Repeat the entries exactly as they appear.

***

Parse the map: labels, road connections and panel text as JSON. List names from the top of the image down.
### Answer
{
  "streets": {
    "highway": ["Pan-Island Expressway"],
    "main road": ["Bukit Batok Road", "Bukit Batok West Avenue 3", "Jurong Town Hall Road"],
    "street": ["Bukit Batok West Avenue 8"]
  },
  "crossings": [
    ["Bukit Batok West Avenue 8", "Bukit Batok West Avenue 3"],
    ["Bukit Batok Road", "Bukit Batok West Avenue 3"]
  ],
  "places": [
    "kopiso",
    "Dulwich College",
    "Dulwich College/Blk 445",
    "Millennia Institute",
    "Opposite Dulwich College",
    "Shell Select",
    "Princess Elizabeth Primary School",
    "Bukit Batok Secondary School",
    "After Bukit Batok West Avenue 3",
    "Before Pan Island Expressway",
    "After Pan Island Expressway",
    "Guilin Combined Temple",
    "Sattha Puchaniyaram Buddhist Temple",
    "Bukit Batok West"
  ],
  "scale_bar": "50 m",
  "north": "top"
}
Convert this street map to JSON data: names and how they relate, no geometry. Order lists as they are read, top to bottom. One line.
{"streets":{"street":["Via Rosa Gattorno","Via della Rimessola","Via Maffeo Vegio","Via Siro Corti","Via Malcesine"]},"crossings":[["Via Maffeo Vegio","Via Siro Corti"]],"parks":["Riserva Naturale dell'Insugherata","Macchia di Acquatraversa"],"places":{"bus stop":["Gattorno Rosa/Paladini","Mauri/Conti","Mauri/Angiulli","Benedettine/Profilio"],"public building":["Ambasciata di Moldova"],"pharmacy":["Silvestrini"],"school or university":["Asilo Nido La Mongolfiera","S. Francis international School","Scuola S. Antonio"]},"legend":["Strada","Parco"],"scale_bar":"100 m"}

***

__Response to the exercise__:
Parse the map: labels, road connections and panel text as JSON. List names from the top of the image down.
### Answer
{
  "streets": {
    "highway": ["Pan-Island Expressway"],
    "main road": ["Bukit Batok Road", "Bukit Batok West Avenue 3", "Jurong Town Hall Road"],
    "street": ["Bukit Batok West Avenue 8"]
  },
  "crossings": [
    ["Bukit Batok West Avenue 8", "Bukit Batok West Avenue 3"],
    ["Bukit Batok Road", "Bukit Batok West Avenue 3"]
  ],
  "places": [
    "kopiso",
    "Dulwich College",
    "Dulwich College/Blk 445",
    "Millennia Institute",
    "Opposite Dulwich College",
    "Shell Select",
    "Princess Elizabeth Primary School",
    "Bukit Batok Secondary School",
    "After Bukit Batok West Avenue 3",
    "Before Pan Island Expressway",
    "After Pan Island Expressway",
    "Guilin Combined Temple",
    "Sattha Puchaniyaram Buddhist Temple",
    "Bukit Batok West"
  ],
  "scale_bar": "50 m",
  "north": "top"
}
Convert this street map to JSON data: names and how they relate, no geometry. Order lists as they are read, top to bottom. One line.
{"streets":{"street":["Via Rosa Gattorno","Via della Rimessola","Via Maffeo Vegio","Via Siro Corti","Via Malcesine"]},"crossings":[["Via Maffeo Vegio","Via Siro Corti"]],"parks":["Riserva Naturale dell'Insugherata","Macchia di Acquatraversa"],"places":{"bus stop":["Gattorno Rosa/Paladini","Mauri/Conti","Mauri/Angiulli","Benedettine/Profilio"],"public building":["Ambasciata di Moldova"],"pharmacy":["Silvestrini"],"school or university":["Asilo Nido La Mongolfiera","S. Francis international School","Scuola S. Antonio"]},"legend":["Strada","Parco"],"scale_bar":"100 m"}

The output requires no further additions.